What you are asked to do
Quote only the lines from the top of the listing below down to and including the line with "For a GIS import: What".

Task inputs
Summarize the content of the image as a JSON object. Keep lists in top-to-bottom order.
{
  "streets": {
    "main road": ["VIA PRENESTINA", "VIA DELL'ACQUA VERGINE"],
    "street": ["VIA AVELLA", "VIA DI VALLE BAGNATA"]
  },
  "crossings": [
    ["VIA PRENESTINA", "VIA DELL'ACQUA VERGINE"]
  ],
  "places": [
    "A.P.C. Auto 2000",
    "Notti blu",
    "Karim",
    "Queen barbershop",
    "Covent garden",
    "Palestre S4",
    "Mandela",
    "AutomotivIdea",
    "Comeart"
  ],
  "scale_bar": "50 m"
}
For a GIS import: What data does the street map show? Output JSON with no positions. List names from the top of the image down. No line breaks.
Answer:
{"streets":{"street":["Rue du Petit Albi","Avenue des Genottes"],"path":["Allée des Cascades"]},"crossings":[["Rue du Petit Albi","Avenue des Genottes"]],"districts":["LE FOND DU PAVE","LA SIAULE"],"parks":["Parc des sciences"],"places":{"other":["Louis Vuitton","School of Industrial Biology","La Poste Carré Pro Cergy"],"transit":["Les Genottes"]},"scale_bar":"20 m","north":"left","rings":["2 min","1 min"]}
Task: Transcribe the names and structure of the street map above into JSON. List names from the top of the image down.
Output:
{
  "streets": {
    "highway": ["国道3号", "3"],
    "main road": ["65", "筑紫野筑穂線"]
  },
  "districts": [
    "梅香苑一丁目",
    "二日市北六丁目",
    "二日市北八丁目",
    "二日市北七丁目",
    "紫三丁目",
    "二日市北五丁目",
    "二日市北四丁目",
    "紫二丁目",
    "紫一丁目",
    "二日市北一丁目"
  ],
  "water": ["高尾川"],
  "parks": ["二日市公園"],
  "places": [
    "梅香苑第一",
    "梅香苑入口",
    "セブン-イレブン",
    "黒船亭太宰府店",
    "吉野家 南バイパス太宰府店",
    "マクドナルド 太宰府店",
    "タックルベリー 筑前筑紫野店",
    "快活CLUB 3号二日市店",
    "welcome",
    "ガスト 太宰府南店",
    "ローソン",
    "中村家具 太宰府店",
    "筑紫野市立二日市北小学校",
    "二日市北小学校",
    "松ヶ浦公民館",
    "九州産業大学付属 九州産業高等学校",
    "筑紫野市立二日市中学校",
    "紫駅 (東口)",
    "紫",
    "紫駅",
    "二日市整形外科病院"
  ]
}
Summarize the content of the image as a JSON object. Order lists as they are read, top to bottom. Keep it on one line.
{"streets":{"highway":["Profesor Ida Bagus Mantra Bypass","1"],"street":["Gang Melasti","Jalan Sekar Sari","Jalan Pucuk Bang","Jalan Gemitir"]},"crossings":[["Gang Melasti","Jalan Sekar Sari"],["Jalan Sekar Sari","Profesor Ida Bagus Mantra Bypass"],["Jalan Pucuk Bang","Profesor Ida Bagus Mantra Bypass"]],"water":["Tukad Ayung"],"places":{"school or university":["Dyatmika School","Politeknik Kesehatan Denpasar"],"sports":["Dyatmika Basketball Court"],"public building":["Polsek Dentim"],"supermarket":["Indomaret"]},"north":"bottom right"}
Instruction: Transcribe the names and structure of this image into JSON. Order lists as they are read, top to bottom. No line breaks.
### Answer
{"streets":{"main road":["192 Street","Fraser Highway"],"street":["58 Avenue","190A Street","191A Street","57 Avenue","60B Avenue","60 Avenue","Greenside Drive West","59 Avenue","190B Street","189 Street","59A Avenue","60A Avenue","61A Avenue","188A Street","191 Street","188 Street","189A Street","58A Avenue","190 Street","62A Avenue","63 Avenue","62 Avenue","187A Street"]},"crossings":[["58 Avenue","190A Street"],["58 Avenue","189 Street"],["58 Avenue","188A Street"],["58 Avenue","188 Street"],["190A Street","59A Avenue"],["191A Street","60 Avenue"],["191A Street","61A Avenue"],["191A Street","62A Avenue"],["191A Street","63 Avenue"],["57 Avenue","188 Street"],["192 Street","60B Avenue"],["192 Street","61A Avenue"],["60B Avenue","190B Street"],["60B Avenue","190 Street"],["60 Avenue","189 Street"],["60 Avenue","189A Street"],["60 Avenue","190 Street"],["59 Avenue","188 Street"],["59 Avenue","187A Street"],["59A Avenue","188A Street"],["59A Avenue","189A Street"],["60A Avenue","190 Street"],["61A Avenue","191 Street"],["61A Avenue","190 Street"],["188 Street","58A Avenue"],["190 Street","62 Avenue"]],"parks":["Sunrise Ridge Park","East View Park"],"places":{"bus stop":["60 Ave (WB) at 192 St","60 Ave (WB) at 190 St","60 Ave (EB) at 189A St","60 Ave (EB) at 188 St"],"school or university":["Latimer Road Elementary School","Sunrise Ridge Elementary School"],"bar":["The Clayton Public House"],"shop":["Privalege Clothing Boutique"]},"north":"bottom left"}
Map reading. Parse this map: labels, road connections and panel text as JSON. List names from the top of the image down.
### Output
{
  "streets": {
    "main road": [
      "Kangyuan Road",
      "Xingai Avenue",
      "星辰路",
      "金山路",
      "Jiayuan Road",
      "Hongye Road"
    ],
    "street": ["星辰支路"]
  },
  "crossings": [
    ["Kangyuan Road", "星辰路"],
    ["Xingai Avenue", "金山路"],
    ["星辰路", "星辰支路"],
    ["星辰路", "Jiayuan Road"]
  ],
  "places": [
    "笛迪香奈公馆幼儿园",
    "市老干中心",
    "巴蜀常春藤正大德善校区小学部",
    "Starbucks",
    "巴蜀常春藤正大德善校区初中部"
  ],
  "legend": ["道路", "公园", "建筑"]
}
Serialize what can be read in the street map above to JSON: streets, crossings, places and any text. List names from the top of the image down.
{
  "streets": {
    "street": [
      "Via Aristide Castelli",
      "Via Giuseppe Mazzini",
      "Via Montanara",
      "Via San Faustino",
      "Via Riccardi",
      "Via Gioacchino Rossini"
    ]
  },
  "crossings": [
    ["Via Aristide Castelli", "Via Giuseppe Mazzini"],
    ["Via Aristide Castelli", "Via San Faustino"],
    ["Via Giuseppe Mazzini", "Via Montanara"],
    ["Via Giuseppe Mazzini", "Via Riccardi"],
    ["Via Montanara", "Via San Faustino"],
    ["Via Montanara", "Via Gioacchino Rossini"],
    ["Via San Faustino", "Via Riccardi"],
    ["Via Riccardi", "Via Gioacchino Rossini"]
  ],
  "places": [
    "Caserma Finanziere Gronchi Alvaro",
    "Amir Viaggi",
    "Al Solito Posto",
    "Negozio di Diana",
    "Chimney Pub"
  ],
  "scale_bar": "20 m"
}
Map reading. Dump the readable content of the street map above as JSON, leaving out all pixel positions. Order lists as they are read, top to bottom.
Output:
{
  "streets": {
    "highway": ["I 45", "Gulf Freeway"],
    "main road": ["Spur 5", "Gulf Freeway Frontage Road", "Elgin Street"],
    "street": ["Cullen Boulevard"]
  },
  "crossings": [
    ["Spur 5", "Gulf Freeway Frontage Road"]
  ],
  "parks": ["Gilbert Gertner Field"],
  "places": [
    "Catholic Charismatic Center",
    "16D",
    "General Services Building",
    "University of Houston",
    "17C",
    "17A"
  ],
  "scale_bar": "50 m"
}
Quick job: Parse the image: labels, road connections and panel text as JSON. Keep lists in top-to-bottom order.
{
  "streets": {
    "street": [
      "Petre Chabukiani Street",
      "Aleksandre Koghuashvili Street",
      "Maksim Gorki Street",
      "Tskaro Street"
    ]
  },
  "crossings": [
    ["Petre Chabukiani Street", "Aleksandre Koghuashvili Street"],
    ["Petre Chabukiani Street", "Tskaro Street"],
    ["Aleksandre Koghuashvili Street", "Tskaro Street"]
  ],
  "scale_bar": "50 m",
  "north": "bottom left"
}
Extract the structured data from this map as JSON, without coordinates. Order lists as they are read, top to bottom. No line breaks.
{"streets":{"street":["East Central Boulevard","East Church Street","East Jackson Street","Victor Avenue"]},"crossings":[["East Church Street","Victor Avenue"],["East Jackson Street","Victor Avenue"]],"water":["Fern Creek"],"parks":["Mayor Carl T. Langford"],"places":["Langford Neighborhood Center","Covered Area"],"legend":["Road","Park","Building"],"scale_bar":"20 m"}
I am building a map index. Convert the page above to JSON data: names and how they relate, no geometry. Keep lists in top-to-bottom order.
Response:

Written answer
Summarize the content of the image as a JSON object. Keep lists in top-to-bottom order.
{
  "streets": {
    "main road": ["VIA PRENESTINA", "VIA DELL'ACQUA VERGINE"],
    "street": ["VIA AVELLA", "VIA DI VALLE BAGNATA"]
  },
  "crossings": [
    ["VIA PRENESTINA", "VIA DELL'ACQUA VERGINE"]
  ],
  "places": [
    "A.P.C. Auto 2000",
    "Notti blu",
    "Karim",
    "Queen barbershop",
    "Covent garden",
    "Palestre S4",
    "Mandela",
    "AutomotivIdea",
    "Comeart"
  ],
  "scale_bar": "50 m"
}
For a GIS import: What data does the street map show? Output JSON with no positions. List names from the top of the image down. No line breaks.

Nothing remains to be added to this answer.